Podemos ter políticos que não sejam actores?

Adoro ir ao teatro. Mais do que o cinema, que também costuma ser fonte de inspiração para crónicas, o teatro toca em mim de forma particular. Talvez pela proximidade humana, o impacto é sempre maior. No teatro, o acordo é simples: sei que estou a ser enganado, mas isso faz parte do jogo. Mais: pago para isso. Lá, nada é real, o que justifica o fingimento de ambas as partes. O problema está quando o fenómeno se alastra a outras coisas, a começar pela política.
A política tornou-se meramente performativa. Isso não se vê apenas pela completa ausência de capacidade de acção dos políticos, mas também pelos termos que designam cada vez mais os processos e intervenientes: são “actores políticos”, é o “teatro de operações”, é a “encenação política”. Já não há quem seja genuíno? Já não há quem tenha uma ideia própria que seja? Já não há quem diga algo mais do que meras banalidades que mais parecem escritas pelo Chat-GPT?
Tenho de fazer um mea culpa aqui. Participando no jogo, também sinto que incorro na performatividade. Mas estou em crer que o problema não se prende tanto com o acto, que sempre existiu, mas com a dimensão: quando a performatividade engole tudo o resto, o que fica é o vazio. Pior do que política de terra queimada é a política do absoluto nada.
Para além de maus políticos, na verdadeira acepção do termo, são maus actores: é tudo tão terrível, são performances sofríveis. Não há quem acredite que haja ali, verdadeiramente, uma visão, um pensamento, uma ideia, uma emoção. São actores do absoluto nada. Que não se confunda isto com uma visão elitista da política — muito pelo contrário. Não tenho dúvidas que muitas das nossas avós, grande parte delas com o ensino primário incompleto, teriam mais a acrescentar do que muitos dos que estão em cena ou dos que estão nos bastidores a preparar-se para entrar.
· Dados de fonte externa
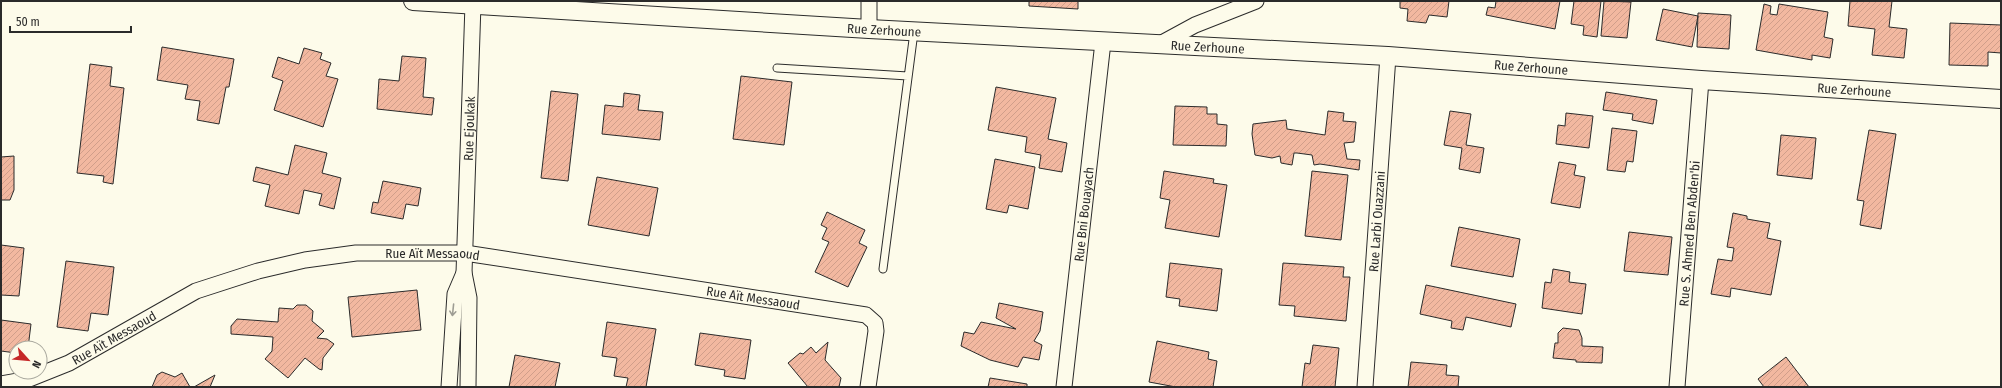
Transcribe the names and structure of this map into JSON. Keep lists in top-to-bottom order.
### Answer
{
  "streets": {
    "street": [
      "Rue Zerhoune",
      "Rue Ejoukak",
      "Rue Bni Bouayach",
      "Rue Larbi Ouazzani",
      "Rue S. Ahmed Ben Abden'bi",
      "Rue Aït Messaoud"
    ]
  },
  "crossings": [
    ["Rue Zerhoune", "Rue Ejoukak"],
    ["Rue Zerhoune", "Rue Bni Bouayach"],
    ["Rue Zerhoune", "Rue Larbi Ouazzani"],
    ["Rue Zerhoune", "Rue S. Ahmed Ben Abden'bi"],
    ["Rue Ejoukak", "Rue Aït Messaoud"]
  ],
  "scale_bar": "50 m",
  "north": "bottom right"
}
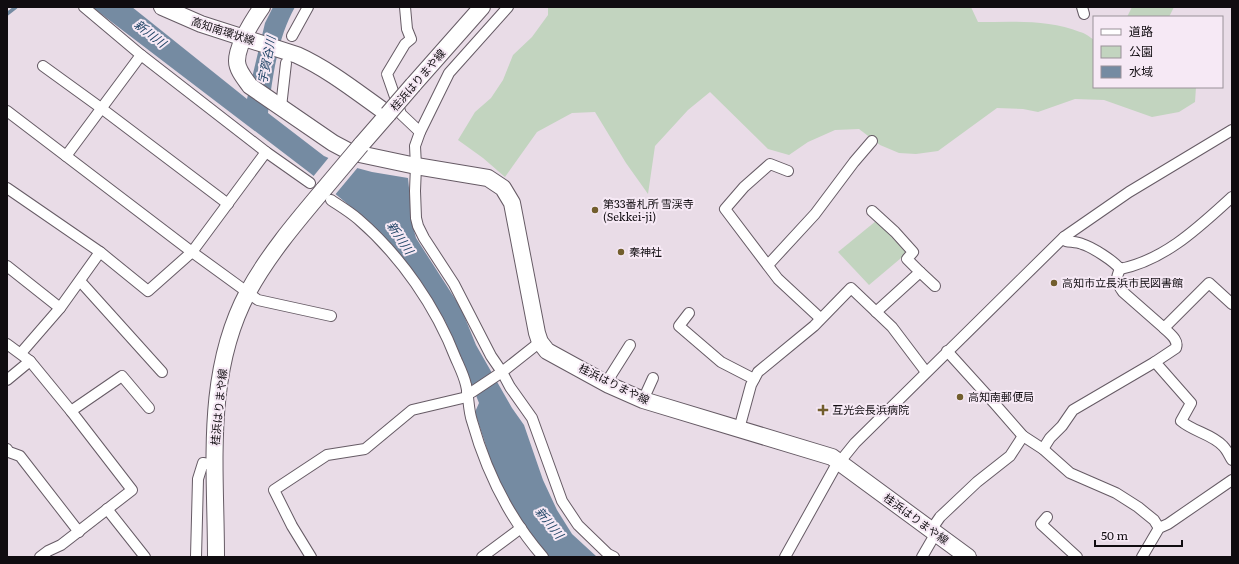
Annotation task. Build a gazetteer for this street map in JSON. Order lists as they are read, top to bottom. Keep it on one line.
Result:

Isto é ainda pior quando o sistema beneficia quem de facto assim se comporta. Talvez porque facilite o trabalho de outros — pessoas que agem por vontade própria são mais problemáticas —, talvez porque se enquadra perfeitamente num neoliberalismo político que não é mais do que saber vender um produto. Neste caso, o próprio ser-se político. Pouco importa se se tem densidade, integridade ou capacidade. Aliás, até parece que atrapalha. Tem é de ser sexy, cativante e focar-se em agitar as águas externas.
É o que Guy Debord nos dizia quanto à sociedade do espectáculo em que vivemos: a vida real, dentro do capitalismo, foi substituída por representações, por performances. O fenómeno só piorou com o neoliberalismo e a atomização. Tudo agora é mercadoria e o valor e a qualidade são determinados pela facilidade em se vender. E assim ficamos entregues aos bichos. Metaforicamente falando, claro, porque esses não se vendem.